1. Field of the Disclosure
The present disclosure relates to a liquid crystal display (LCD) device, and more particularly, to an array substrate for a fringe field switching mode LCD device in which multiple domains are formed without lowering transmissivity to prevent occurrence of a color shift phenomenon, thereby improving display quality.
2. Discussion of the Related Art
In general, a liquid crystal display (LCD) device is driven using optical anisotropic and polarization properties of liquid crystal. The liquid crystal has a slender and long structure and thus has directionality in a molecular arrangement thereof. A direction of the molecular arrangement may be controlled by artificially applying an electric field to the liquid crystal.
When the direction of the molecular arrangement of the liquid crystal is arbitrarily controlled, the molecular arrangement of the liquid crystal changes and light is refracted in the direction of the molecular arrangement of the liquid crystal due to the optical anisotropic properties of the liquid crystal, thereby displaying image information.
Recently, much attention has been paid to an active matrix LCD (AM-LCD) in which a thin film transistor (TFT) and a pixel electrode connected to the TFT are arranged in a matrix (hereinafter abbreviated as ‘LCD’), since the AM-LCD has high resolution and capability of displaying moving pictures.

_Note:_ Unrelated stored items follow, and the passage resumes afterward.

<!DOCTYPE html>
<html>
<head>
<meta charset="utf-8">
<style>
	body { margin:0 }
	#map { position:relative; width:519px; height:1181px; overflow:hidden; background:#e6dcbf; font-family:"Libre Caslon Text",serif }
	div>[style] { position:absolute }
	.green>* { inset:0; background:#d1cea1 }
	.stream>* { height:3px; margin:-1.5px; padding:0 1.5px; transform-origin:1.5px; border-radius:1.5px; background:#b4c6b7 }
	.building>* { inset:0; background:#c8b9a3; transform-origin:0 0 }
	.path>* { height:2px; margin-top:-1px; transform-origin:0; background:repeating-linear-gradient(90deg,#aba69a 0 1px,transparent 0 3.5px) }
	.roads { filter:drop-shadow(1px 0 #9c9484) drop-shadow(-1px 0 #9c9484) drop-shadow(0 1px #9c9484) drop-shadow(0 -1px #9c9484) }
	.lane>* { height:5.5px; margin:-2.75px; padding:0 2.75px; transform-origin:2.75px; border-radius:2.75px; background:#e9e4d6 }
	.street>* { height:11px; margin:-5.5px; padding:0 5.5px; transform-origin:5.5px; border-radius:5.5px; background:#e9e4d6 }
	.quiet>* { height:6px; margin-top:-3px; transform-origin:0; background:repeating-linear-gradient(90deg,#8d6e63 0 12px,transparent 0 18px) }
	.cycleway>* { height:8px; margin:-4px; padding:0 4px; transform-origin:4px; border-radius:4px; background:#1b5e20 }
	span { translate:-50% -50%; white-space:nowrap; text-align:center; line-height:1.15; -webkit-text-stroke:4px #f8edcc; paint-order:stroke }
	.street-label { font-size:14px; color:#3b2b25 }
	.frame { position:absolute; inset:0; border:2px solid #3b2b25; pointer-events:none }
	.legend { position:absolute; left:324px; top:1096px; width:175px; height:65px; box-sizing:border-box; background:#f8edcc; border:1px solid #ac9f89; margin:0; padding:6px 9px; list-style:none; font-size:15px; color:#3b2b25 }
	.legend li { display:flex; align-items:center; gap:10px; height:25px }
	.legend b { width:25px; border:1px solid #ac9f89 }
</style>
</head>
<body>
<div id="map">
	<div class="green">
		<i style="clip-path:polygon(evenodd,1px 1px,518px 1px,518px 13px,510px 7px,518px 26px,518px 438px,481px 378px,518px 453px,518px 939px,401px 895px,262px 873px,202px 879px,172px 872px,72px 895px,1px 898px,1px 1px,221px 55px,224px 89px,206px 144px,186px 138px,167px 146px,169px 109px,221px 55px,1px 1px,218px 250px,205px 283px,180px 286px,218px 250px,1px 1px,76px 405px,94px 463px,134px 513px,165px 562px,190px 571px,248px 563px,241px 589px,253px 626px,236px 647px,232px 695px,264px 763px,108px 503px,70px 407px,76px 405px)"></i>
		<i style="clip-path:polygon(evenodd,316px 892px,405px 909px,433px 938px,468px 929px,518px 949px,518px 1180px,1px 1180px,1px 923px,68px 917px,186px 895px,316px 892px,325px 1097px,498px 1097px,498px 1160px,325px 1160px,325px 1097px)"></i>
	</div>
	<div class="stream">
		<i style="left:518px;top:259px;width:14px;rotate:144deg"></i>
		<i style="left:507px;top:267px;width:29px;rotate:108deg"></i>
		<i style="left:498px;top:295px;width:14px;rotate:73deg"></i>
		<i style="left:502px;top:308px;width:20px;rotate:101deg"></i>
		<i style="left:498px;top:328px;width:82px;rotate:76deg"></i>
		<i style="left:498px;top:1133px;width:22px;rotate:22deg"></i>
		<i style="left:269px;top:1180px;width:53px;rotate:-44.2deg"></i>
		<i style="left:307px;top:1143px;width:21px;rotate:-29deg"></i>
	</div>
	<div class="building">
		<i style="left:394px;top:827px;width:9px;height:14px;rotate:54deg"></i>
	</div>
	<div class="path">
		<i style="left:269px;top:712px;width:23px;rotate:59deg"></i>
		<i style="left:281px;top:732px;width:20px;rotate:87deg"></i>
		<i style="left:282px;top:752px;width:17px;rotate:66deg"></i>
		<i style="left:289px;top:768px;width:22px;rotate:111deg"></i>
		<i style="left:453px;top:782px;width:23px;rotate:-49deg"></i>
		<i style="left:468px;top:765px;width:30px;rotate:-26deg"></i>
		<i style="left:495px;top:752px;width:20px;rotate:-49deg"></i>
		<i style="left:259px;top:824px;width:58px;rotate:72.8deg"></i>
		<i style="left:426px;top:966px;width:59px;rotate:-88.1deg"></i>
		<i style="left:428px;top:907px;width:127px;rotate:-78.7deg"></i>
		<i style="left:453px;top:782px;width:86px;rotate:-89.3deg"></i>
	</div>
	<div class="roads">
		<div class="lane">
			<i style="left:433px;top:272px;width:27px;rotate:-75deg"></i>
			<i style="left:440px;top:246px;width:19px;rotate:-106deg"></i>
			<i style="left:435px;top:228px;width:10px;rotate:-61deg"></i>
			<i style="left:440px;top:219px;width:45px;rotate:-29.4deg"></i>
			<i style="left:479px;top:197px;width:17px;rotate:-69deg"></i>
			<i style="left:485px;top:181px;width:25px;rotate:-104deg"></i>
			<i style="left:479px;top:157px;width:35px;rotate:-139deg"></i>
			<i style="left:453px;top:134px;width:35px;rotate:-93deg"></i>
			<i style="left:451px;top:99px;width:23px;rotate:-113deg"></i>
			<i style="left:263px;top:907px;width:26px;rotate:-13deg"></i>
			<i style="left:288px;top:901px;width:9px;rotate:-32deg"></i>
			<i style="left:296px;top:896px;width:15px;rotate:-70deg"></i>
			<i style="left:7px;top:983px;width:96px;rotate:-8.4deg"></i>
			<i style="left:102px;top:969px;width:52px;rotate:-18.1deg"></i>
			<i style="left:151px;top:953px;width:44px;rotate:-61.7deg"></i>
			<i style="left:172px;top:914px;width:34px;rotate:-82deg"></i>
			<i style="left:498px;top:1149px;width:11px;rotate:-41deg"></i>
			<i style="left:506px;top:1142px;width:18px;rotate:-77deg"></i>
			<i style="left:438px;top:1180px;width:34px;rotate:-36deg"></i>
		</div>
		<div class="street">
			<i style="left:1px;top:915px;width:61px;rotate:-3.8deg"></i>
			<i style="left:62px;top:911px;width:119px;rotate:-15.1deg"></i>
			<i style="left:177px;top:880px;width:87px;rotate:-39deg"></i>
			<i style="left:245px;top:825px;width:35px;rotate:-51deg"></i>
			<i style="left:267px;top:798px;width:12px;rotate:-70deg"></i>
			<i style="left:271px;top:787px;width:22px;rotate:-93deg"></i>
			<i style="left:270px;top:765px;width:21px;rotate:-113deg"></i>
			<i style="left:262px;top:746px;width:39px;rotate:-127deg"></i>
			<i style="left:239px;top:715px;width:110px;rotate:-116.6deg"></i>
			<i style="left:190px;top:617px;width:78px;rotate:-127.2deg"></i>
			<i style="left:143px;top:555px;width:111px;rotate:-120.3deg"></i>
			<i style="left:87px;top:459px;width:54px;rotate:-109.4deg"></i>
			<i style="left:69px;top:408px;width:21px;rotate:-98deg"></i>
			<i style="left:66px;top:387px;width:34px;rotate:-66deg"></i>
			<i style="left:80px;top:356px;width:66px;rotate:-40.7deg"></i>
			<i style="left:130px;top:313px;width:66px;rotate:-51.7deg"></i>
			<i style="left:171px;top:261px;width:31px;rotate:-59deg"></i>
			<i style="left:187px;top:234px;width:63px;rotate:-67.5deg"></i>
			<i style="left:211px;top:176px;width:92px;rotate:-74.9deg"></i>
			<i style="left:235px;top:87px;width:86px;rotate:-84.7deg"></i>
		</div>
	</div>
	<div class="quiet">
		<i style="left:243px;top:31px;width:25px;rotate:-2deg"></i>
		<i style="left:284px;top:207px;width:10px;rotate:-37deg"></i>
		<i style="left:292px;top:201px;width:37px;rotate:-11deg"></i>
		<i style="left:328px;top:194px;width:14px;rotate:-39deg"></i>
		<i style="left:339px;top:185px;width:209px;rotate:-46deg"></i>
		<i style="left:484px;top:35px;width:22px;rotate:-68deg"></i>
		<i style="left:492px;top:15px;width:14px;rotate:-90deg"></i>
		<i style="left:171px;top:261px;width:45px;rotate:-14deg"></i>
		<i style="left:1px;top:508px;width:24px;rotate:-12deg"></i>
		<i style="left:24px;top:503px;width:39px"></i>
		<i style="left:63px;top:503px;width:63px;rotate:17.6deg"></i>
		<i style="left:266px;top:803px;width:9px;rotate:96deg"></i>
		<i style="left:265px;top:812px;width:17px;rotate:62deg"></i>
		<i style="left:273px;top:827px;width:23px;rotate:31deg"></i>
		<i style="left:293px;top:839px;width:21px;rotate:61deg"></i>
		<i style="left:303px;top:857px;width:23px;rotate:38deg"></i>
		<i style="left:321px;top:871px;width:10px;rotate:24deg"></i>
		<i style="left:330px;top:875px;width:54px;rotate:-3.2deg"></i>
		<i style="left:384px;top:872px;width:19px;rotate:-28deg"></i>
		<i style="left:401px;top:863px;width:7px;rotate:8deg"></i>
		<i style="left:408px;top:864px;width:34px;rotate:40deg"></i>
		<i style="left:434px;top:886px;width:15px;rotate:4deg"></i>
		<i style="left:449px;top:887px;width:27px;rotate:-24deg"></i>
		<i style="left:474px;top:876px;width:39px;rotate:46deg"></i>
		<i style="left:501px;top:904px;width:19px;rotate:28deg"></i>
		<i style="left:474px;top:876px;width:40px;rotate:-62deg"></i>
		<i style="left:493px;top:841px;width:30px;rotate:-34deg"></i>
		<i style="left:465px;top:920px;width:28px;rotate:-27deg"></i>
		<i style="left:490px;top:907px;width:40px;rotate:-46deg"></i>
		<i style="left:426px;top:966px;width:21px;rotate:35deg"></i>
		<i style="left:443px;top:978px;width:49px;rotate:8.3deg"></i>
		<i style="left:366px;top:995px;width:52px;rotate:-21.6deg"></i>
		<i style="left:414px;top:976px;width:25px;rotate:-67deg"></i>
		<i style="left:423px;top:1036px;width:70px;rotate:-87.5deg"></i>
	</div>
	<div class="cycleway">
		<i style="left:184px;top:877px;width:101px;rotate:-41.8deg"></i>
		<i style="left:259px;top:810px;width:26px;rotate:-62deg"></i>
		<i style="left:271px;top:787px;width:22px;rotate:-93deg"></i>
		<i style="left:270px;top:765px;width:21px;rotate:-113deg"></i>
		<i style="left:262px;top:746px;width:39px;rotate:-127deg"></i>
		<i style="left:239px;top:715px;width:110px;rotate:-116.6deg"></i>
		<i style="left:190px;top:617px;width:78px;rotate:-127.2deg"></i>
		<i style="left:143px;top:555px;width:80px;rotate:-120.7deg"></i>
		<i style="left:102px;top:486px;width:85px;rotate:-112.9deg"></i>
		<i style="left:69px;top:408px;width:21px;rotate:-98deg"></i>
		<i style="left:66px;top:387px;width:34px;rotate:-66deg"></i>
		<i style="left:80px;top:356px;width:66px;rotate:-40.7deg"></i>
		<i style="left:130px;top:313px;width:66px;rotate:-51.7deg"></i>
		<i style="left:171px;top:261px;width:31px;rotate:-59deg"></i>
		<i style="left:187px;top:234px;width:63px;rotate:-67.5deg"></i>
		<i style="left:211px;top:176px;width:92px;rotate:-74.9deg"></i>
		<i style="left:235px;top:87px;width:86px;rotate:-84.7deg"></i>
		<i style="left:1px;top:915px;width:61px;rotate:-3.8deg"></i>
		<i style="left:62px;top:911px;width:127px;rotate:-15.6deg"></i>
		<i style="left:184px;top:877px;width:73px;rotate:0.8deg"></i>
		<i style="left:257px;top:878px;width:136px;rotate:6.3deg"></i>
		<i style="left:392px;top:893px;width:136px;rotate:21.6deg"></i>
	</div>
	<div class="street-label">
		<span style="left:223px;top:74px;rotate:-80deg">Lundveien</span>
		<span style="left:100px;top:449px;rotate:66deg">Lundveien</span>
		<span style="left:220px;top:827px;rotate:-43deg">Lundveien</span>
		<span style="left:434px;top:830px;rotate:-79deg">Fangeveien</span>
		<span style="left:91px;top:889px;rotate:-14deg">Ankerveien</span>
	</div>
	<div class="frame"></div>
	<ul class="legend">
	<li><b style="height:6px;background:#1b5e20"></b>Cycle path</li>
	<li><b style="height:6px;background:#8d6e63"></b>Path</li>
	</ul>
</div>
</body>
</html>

An LCD includes a color filter substrate on which a common electrode is formed, an array substrate on which a pixel electrode is formed, and liquid crystal between the two substrates. The LCD has high transmissivity and aperture ratio, since the liquid crystal is driven using an electric field that is vertically applied to the common electrode and the pixel electrode.
However, when the liquid crystal is driven using the vertically applied electric field, viewing angle characteristics are not high.
To solve this problem, a fringe field switching mode LCD device having improved viewing angle characteristics has been introduced.
FIG. 1 is a plan view of one pixel region of an array substrate 41 for the related art fringe field switching mode LCD device.
Referring to FIG. 1, a plurality of gate lines 43 each having a straight-line shape extend in one direction, and a plurality of data lines 51 each having a straight-line shape cross the plurality of gate lines 43 to define a plurality of pixel regions P.
Each of the plurality of pixel regions P is connected to one of the plurality of data lines 51 and one of the plurality of gate lines 43, which define the pixel region P, and includes a TFT Tr which is a switching device including a gate electrode 45, a gate insulating film (not shown), a semiconductor layer (not shown), and source and drain electrodes 55 and 58.
Also, in each of the pixel regions P, a pixel electrode 60 that has a plate shape and that is electrically connected to the drain electrode 58 of the TFT Tr is formed.
Also, in an entire display region including the plurality of pixel regions P, a common electrodes 75 is formed to correspond to each of the plurality of pixel regions P, overlap with the pixel electrode 60 having the plate shape, and include a plurality of bar-type openings op that are formed in the corresponding pixel region P and long axes of which are arranged in a direction in which the plurality of data lines 51 are arranged. Although the common electrode 75 is formed in the entire display region, a portion of the common electrode 75 corresponding to one of the plurality of pixel regions P is denoted by a dotted line.
In the array substrate 41 for the related art fringe field switching mode LCD device having the structure described above, a fringe field is formed by applying voltage to the common electrode 75 having the plurality of bar-type openings op and the pixel electrode 60 in units of the plurality of pixel regions P.
However, since in a fringe field switching mode LCD device having the array substrate 41 described above, a single domain is formed in an entire display region, a color shift phenomenon occurs when an image is viewed in an upper right direction, an upper left direction, a lower right direction, and a lower left direction. That is, yellow is strongly presented when an image is viewed in the upper left direction, and blue is strongly presented when the image is viewed in a vertical direction, thereby degrading display quality.